FPU instructions (on 32 bit):
7 * 1.199999999999999956 = 8.399999999999999689
8.399999999999999689 + 1 = 9.399999999999999689
9.399999999999999689 < 9.400000000000000355

SSE instructions (on 64 bit):
7 * 1.2 = 8.4000000000000004
8.4000000000000004 + 1 =  9.4000000000000004
9.4000000000000004 == 9.4000000000000004

Please note that the intermediate number 9.400000000000000355 can be rounded to 9.4000000000000004, but the comparison is done on FPU stack with the full precision. And that's the problem.

You can force usage of the FPU on 64 bit, by compiling with -mfpmath=387 and then the results will be the same on both arches. But please note the floating points are tricky and it shouldn't be relied on internal rounding as in the reproducer above.

Comment 4 Aleš Mareček 2011-08-30 07:38:26 UTC
Jaroslav, thank you for great explanation.
What would be your suggestion to "repair" this issue?
...There is an gcc option in test "float-store" which should not store those number into registers, which solves the problem, but is it safe in case of performance / other issues?
Ruby provides some tests that can be run like "make check" and it is the problem that it fails. Also some cases IRL, I don't know any, could create some functionality issues if we didn't fix it.
Should we recompile it with -ffloat-store for i386 machines OR delete the tests in testsuite and leave it alone OR anything else?
Vitek, your suggestions?
Thanks and Regards!

Comment 5 Jaroslav Škarvada 2011-08-30 08:20:43 UTC
Created attachment 520552 [details]
Proposed fix for reproducer

Something similar to the proposed fix, will force the comparison to be done outside the FPU stack after rounding the number. But there could be more problems in the original code (e.g. more FPU operations with bigger errors that neednt' be fixed by rounding), so the revisit of the original code would be good idea.

Comment 6 Jaroslav Škarvada 2011-08-30 08:40:36 UTC
(In reply to comment #5)
> Created attachment 520552 [details]
> Proposed fix for reproducer
> 
> Something similar to the proposed fix, will force the comparison to be done
> outside the FPU stack after rounding the number.

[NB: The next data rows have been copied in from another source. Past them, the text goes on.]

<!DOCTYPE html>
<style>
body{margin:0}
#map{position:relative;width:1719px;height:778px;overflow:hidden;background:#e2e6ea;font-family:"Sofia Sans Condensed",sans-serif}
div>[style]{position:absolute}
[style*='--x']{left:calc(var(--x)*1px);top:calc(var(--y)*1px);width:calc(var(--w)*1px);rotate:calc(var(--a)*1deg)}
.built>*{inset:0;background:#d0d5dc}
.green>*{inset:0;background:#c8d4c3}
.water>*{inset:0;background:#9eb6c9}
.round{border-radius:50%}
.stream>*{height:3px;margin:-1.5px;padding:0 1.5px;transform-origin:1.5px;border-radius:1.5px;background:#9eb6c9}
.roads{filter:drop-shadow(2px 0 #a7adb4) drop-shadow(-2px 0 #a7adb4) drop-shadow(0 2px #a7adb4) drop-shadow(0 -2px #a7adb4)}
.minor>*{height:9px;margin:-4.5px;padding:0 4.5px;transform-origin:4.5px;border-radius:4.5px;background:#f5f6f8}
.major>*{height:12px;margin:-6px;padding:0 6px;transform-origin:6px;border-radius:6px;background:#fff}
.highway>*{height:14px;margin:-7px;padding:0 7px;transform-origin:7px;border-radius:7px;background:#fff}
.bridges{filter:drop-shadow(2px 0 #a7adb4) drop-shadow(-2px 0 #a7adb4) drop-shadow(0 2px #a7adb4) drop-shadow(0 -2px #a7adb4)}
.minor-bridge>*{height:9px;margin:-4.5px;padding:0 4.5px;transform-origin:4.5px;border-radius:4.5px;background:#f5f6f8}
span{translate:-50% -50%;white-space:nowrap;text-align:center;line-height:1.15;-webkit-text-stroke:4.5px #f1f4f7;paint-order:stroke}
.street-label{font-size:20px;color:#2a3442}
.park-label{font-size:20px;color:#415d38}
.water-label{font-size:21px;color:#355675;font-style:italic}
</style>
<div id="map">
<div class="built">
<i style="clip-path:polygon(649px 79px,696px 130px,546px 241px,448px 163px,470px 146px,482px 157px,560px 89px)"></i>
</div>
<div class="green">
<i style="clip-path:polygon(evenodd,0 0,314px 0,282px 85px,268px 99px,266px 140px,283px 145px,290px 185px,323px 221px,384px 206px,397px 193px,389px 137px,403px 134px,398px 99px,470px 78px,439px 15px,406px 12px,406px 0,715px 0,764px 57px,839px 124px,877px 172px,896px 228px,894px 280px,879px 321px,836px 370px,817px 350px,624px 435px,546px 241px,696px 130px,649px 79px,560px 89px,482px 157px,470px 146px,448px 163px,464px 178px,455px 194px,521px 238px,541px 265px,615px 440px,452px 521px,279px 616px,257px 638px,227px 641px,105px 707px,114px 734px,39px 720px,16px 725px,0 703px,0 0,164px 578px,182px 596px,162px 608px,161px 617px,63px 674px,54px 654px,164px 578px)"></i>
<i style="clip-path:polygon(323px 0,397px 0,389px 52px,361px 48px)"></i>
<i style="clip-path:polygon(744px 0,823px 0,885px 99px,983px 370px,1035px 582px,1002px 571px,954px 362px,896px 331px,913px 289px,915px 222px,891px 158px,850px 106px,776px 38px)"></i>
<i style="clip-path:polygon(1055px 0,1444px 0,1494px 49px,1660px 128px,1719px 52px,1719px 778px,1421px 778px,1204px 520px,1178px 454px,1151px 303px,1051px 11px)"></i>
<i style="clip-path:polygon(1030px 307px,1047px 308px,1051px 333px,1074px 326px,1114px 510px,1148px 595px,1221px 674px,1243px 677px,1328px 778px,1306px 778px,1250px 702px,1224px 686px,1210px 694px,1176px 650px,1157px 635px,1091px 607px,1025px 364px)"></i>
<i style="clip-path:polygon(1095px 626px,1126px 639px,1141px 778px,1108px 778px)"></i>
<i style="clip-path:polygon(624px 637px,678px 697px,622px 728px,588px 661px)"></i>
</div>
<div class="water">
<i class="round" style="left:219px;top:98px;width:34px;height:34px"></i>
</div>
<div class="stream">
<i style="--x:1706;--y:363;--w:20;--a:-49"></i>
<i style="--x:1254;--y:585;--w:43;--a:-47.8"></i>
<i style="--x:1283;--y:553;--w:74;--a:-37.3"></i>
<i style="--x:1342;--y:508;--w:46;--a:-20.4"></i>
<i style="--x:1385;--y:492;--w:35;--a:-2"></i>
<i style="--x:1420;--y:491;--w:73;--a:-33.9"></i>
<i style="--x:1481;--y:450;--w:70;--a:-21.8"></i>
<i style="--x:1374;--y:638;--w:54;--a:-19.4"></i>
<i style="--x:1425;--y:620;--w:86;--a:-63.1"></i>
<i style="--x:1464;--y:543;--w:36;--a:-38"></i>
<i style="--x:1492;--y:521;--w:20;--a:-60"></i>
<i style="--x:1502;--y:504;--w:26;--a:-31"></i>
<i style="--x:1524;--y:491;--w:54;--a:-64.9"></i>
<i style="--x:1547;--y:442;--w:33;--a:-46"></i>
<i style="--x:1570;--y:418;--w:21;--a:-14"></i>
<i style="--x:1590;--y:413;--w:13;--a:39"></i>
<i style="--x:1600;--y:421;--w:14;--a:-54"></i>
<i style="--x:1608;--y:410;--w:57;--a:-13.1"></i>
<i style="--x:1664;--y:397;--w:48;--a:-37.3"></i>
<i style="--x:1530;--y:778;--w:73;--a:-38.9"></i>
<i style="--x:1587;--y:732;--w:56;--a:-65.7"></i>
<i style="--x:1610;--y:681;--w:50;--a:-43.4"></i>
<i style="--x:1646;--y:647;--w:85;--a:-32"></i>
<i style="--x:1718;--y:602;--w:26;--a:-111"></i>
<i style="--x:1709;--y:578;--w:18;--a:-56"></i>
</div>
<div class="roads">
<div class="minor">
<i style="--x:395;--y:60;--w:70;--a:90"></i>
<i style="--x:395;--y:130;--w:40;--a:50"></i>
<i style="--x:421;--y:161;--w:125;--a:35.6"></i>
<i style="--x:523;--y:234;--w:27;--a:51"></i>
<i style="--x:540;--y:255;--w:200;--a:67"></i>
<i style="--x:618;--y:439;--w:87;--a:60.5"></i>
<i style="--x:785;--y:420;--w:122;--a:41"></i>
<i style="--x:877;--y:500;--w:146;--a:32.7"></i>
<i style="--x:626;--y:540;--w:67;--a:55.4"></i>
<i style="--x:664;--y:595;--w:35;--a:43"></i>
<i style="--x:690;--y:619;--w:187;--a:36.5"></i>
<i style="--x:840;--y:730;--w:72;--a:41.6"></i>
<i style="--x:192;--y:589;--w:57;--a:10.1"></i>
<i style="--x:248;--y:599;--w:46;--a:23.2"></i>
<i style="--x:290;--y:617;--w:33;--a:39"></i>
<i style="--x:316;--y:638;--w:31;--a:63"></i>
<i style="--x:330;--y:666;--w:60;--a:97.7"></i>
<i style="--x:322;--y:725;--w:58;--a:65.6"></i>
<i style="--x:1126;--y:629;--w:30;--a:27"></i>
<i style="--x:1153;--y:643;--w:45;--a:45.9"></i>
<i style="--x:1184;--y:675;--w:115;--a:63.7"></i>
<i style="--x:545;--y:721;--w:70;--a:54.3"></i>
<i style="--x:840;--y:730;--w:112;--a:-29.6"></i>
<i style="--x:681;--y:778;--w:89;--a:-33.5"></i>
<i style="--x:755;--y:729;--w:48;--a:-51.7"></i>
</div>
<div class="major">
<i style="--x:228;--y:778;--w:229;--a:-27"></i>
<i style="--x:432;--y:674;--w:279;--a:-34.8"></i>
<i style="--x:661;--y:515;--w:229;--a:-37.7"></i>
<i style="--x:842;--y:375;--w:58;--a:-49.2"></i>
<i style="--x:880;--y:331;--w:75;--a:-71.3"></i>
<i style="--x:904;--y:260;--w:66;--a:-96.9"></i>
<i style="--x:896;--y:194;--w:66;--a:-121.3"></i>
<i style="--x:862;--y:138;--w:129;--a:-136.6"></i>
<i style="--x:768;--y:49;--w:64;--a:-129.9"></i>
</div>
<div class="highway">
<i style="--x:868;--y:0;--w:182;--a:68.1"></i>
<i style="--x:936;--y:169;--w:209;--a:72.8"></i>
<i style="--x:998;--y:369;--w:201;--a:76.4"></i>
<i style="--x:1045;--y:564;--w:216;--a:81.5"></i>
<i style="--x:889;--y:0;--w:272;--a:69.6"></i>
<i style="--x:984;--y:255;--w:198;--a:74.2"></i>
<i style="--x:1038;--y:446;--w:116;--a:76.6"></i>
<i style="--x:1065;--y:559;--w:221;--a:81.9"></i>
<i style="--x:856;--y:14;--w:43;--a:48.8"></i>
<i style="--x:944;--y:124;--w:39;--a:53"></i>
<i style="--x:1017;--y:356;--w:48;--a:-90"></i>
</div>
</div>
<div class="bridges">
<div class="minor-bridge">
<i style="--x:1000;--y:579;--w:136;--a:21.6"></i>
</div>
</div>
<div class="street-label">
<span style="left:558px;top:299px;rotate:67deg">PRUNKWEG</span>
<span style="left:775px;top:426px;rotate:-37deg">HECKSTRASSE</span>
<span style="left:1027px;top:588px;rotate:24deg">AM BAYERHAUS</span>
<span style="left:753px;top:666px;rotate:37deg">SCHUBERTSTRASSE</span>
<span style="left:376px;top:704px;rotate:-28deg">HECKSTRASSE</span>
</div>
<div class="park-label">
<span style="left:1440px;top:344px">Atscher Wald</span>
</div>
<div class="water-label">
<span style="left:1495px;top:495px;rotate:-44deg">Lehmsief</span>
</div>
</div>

To be precise, the comparison is probably still done on the FPU stack but after the rounding and reloading the number. Please note that the presented hack will fix only small errors and that the high optimization compiler settings (-OX) could break the order (not tested).

Comment 7 Vít Ondruch 2011-08-30 08:54:42 UTC
Thank you Jaroslav. I have prepared patch for Ruby 1.9.3 [1] and asked upstream to comment, apply and backport it for 1.8.7 [2].

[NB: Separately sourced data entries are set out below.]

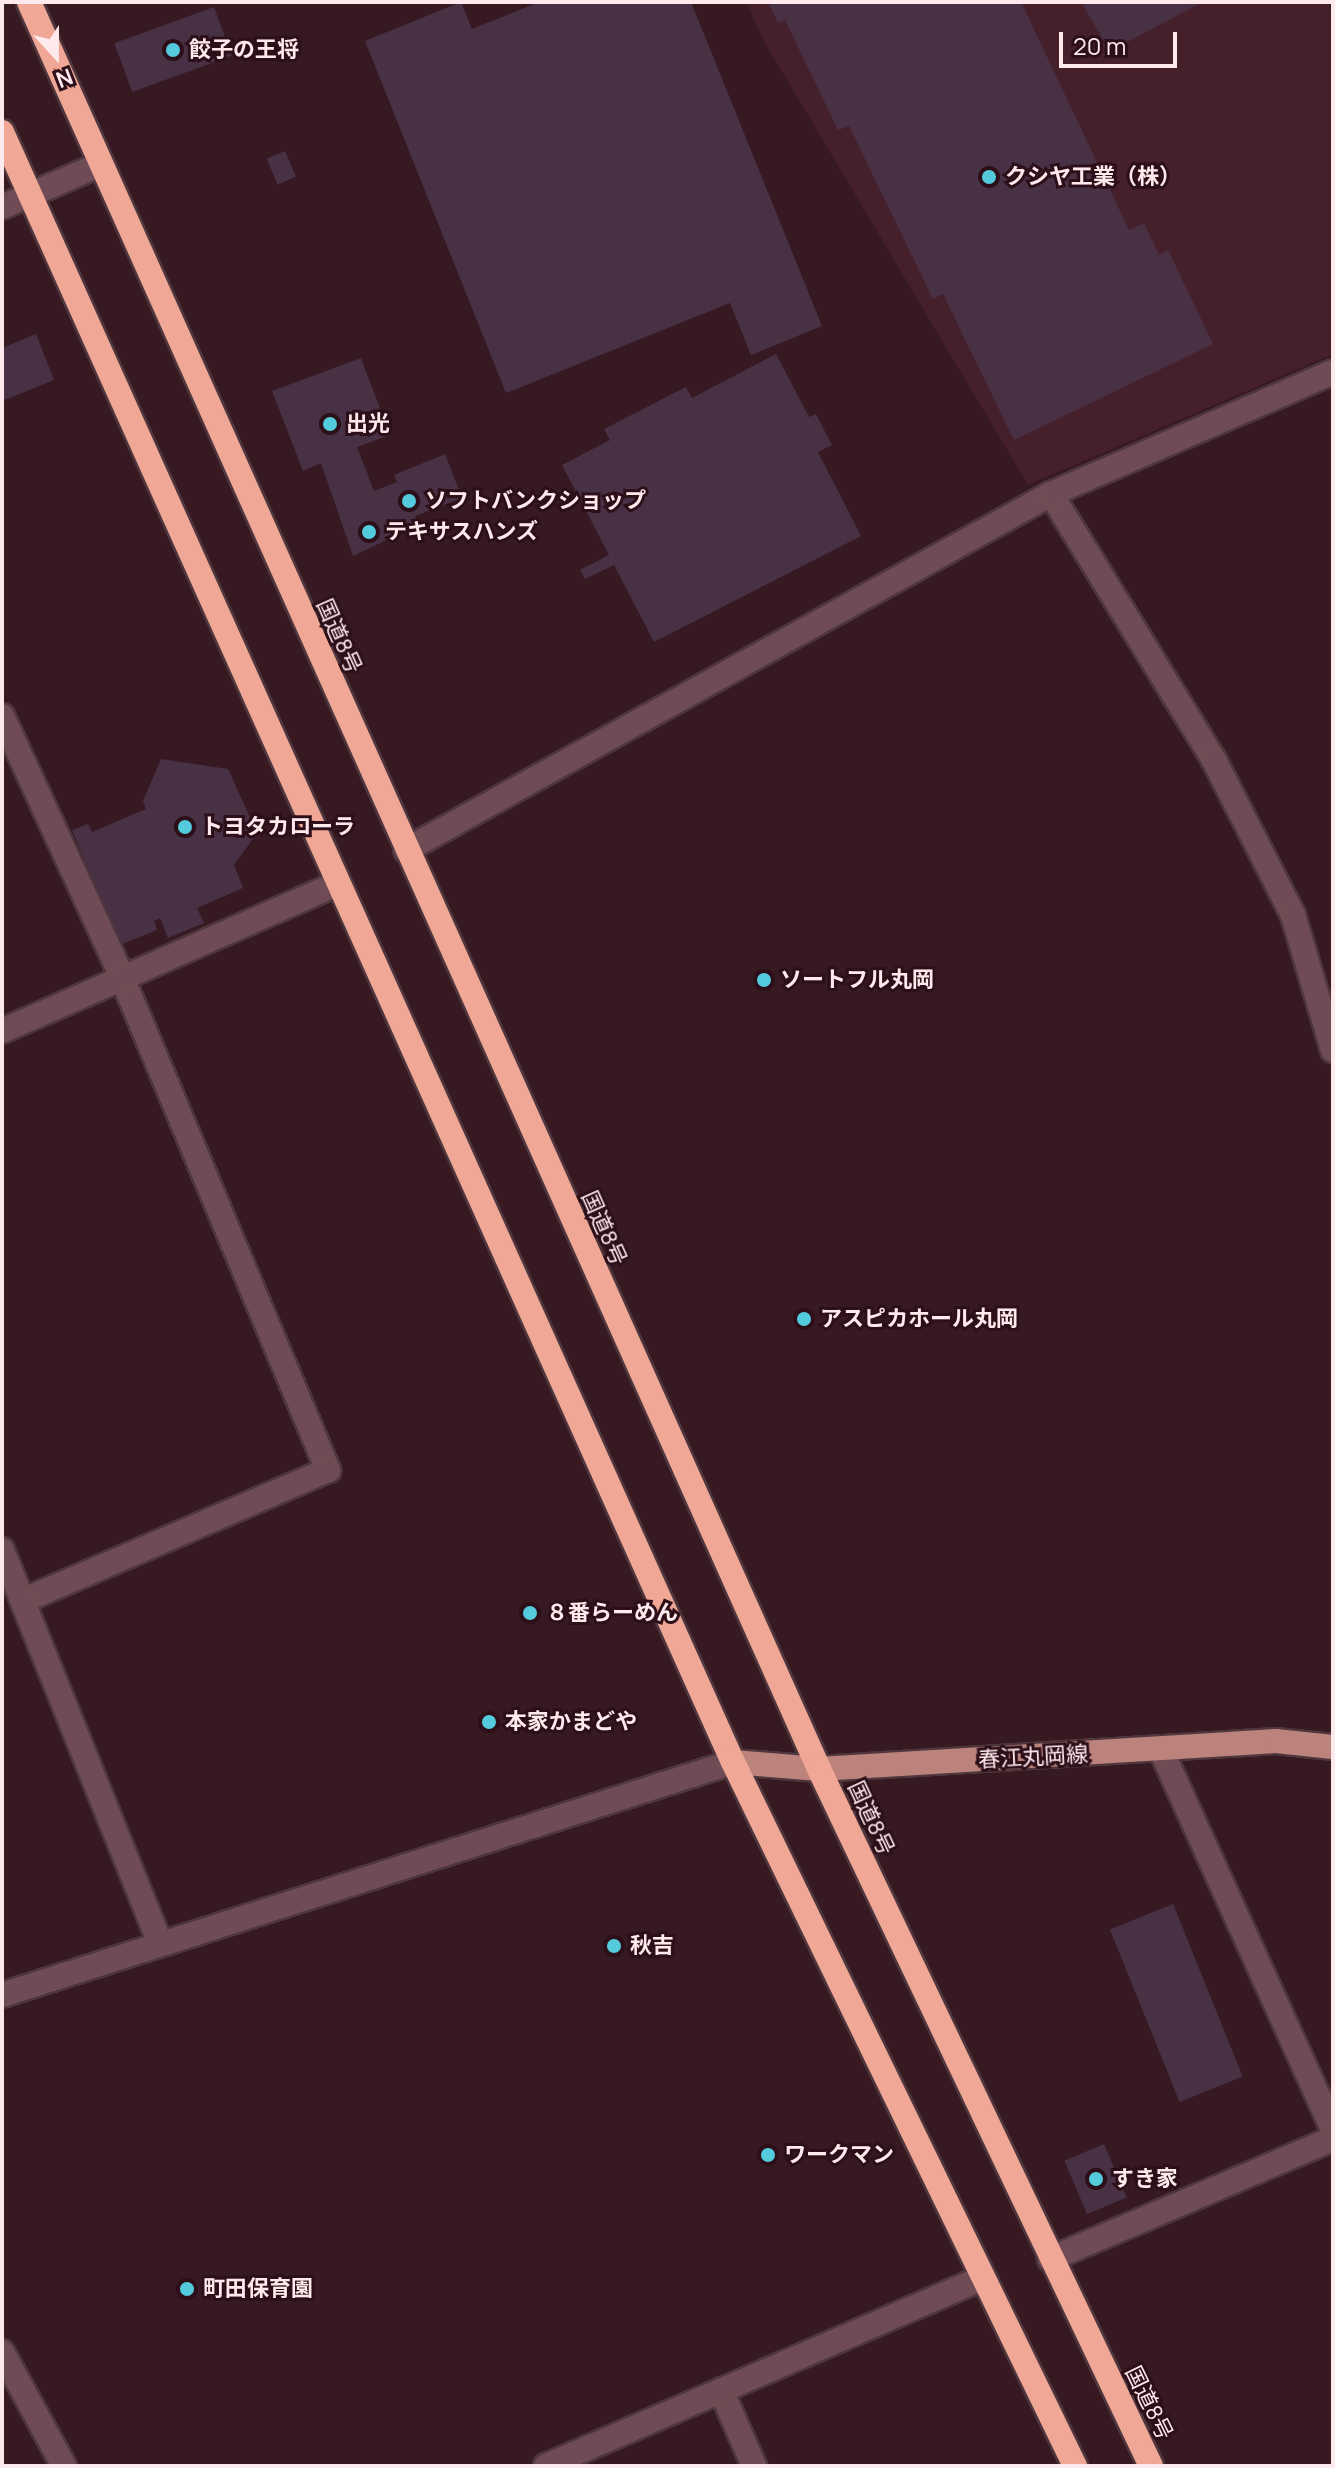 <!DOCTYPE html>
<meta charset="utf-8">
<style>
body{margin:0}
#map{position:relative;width:1335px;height:2468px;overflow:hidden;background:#361921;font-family:Manrope,"Noto Sans JP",sans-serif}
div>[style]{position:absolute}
.built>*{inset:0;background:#45202b}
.building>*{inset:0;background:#493145;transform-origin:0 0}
.roads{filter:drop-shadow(2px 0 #4e363d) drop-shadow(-2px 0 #4e363d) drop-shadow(0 2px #4e363d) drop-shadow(0 -2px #4e363d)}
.minor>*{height:24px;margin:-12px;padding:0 12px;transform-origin:12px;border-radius:12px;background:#6f4c55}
.major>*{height:24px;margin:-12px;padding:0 12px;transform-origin:12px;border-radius:12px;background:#bc837c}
.highway>*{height:24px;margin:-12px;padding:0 12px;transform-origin:12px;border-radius:12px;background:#f0a796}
.dots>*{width:22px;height:22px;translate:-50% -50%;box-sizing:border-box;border:4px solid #2c0f18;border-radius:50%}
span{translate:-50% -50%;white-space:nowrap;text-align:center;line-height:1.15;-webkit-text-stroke:6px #2c0f18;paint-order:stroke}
.poi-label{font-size:22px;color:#fee9ed;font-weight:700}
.left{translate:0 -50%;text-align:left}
.street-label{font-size:22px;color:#fee9ed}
.frame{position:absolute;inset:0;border:4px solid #fee9ed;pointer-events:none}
.north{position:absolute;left:16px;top:16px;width:80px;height:80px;-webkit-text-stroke:6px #2c0f18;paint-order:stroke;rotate:159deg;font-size:22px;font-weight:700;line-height:32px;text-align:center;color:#fee9ed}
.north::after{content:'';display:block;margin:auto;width:28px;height:36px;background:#fee9ed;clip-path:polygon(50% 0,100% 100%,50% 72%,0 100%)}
.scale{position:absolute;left:1059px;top:32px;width:118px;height:36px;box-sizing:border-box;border:4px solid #fee9ed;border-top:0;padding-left:10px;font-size:24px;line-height:28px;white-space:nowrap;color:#fee9ed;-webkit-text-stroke:6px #2c0f18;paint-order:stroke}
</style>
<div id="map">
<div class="built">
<i style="clip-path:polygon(746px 2px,1328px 2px,1333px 16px,1333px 354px,1028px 485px,765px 43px)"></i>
</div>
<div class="building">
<i style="clip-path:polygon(461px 2px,472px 29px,539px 2px,691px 2px,822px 326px,751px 355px,730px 303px,506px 393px,365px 41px)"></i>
<i style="clip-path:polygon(768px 2px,1021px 2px,1129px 230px,1144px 223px,1159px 255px,1168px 250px,1213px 344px,1014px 440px,943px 294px,933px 299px,849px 126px,838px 130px,785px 20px,778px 23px)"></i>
<i style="clip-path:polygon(1081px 2px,1203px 2px,1110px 51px)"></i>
<i style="left:214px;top:7px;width:52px;height:106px;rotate:70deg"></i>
<i style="left:285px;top:151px;width:28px;height:20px;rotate:67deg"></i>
<i style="clip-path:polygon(36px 334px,54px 380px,2px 401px,2px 348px)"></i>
<i style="clip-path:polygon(776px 354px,809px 417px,816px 414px,832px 445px,818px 452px,861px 536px,654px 642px,614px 565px,585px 579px,580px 570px,609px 555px,562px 465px,610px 440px,604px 429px,686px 387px,692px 398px)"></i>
<i style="clip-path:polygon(361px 358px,390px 435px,357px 447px,374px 491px,397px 482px,394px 475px,445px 454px,462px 498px,415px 516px,418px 525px,353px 556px,321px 463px,303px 471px,272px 391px)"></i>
<i style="clip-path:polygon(161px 759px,228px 769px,257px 833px,234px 865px,243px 888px,197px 908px,204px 923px,168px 938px,160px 918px,154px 921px,157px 930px,120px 945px,72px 830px,88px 824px,92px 832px,146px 809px,143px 801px)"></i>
<i style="left:1173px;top:1904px;width:186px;height:68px;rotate:68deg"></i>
<i style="left:1104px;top:2144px;width:58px;height:43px;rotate:67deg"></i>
</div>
<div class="roads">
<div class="minor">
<i style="left:2px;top:207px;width:108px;rotate:-23.5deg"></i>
<i style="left:1051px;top:494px;width:312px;rotate:58.5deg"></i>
<i style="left:1214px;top:760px;width:174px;rotate:63deg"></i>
<i style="left:1293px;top:915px;width:141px;rotate:73.5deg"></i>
<i style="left:2px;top:716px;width:285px;rotate:65.3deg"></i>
<i style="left:121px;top:975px;width:537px;rotate:67.31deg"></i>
<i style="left:328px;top:1470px;width:331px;rotate:156.8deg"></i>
<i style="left:406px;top:850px;width:737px;rotate:-28.9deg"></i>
<i style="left:1051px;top:494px;width:307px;rotate:-23.4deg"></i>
<i style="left:2px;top:1031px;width:366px;rotate:-23.7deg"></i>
<i style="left:2px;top:1550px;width:421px;rotate:68.1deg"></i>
<i style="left:1161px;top:1750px;width:416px;rotate:65.6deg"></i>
<i style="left:2px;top:1995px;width:767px;rotate:-17.68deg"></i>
<i style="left:1050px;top:2259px;width:307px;rotate:-23deg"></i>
<i style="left:2px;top:2352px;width:130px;rotate:61.5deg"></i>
<i style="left:721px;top:2390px;width:83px;rotate:66.5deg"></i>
<i style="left:546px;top:2466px;width:475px;rotate:-23.3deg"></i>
</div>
<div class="major">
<i style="left:733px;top:1762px;width:86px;rotate:4.7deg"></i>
<i style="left:819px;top:1769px;width:458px;rotate:-3.5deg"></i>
<i style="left:1276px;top:1741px;width:57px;rotate:6deg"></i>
</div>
<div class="highway">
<i style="left:29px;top:2px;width:1936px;rotate:65.91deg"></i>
<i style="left:819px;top:1769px;width:772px;rotate:64.53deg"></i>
<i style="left:2px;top:132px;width:1786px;rotate:65.85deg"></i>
<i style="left:733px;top:1762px;width:783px;rotate:64.09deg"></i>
</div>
</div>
<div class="dots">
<i style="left:173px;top:50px;background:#53cbdc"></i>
<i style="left:989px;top:177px;background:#53cbdc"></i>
<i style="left:330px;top:424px;background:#53cbdc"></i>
<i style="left:409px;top:501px;background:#53cbdc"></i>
<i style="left:369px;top:532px;background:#53cbdc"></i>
<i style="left:185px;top:827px;background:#53cbdc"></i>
<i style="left:764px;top:980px;background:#53cbdc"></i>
<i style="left:804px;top:1319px;background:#53cbdc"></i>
<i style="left:530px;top:1613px;background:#53cbdc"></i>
<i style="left:489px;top:1722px;background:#53cbdc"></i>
<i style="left:614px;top:1946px;background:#53cbdc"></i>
<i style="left:768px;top:2155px;background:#53cbdc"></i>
<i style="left:1096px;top:2179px;background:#53cbdc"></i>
<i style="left:187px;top:2289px;background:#53cbdc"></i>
</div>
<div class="poi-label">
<span class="left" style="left:189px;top:50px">餃子の王将</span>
<span class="left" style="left:1005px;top:177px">クシヤ工業（株）</span>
<span class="left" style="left:346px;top:424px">出光</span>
<span class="left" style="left:425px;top:501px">ソフトバンクショップ</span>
<span class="left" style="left:385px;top:532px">テキサスハンズ</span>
<span class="left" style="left:201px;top:827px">トヨタカローラ</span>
<span class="left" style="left:780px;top:980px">ソートフル丸岡</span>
<span class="left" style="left:820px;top:1319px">アスピカホール丸岡</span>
<span class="left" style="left:546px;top:1613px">８番らーめん</span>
<span class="left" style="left:505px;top:1722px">本家かまどや</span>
<span class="left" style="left:630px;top:1946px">秋吉</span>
<span class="left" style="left:784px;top:2155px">ワークマン</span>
<span class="left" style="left:1112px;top:2179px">すき家</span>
<span class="left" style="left:203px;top:2289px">町田保育園</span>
</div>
<div class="street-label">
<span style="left:339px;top:636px;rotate:66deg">国道8号</span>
<span style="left:604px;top:1228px;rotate:66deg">国道8号</span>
<span style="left:1033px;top:1757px;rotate:-3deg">春江丸岡線</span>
<span style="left:871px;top:1818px;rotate:65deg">国道8号</span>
<span style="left:1149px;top:2403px;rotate:64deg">国道8号</span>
</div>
<div class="frame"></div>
<div class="north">N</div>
<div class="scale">20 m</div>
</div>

[1] http://redmine.ruby-lang.org/attachments/2039/0001-Fix-the-ronding-error-causing-wrong-evaluation-of-ra.patch
[2] http://redmine.ruby-lang.org/issues/4576

Comment 8 Jaroslav Škarvada 2011-09-26 12:16:46 UTC
(In reply to comment #4)
> ...There is an gcc option in test "float-store" which should not store those
> number into registers, which solves the problem, but is it safe in case of
> performance / other issues?

I ran fbench (http://www.fourmilab.ch/fbench/fbench.html) on RHEL-6.2@T500, the results follows (avgs of 10 runs):

arch/ver        x86_64 def      x86_64 fs       i386 def        i386 fs
Tavg [ms]       191.440         193.500         211.170         211.730
stddev [ms]       4.459           6.230           2.761           1.876

The performance seems to be the same (if stddev is taken into acccount).

Comment 10 Suzanne Yeghiayan 2012-02-14 23:14:33 UTC
This request was evaluated by Red Hat Product Management for
inclusion in the current release of Red Hat Enterprise Linux.
Because the affected component is not scheduled to be updated
in the current release, Red Hat is unfortunately unable to
address this request at this time. Red Hat invites you to
ask your support representative to propose this request, if
appropriate and relevant, in the next release of Red Hat
Enterprise Linux. If you would like it considered as an
exception in the current release, please ask your support
representative.

Comment 11 Vít Ondruch 2013-07-16 07:26:44 UTC
*** Bug 984653 has been marked as a duplicate of this bug. ***

Comment 13 Vít Ondruch 2016-07-26 15:02:18 UTC
This issue was discovered during testing but it appears, that during the years, it did not caused any real issues to our users. Since the situation was improved in upstream and later Ruby releases, I think it's about the time to close this ticket, leaving Ruby in RHEL 6 without the fix.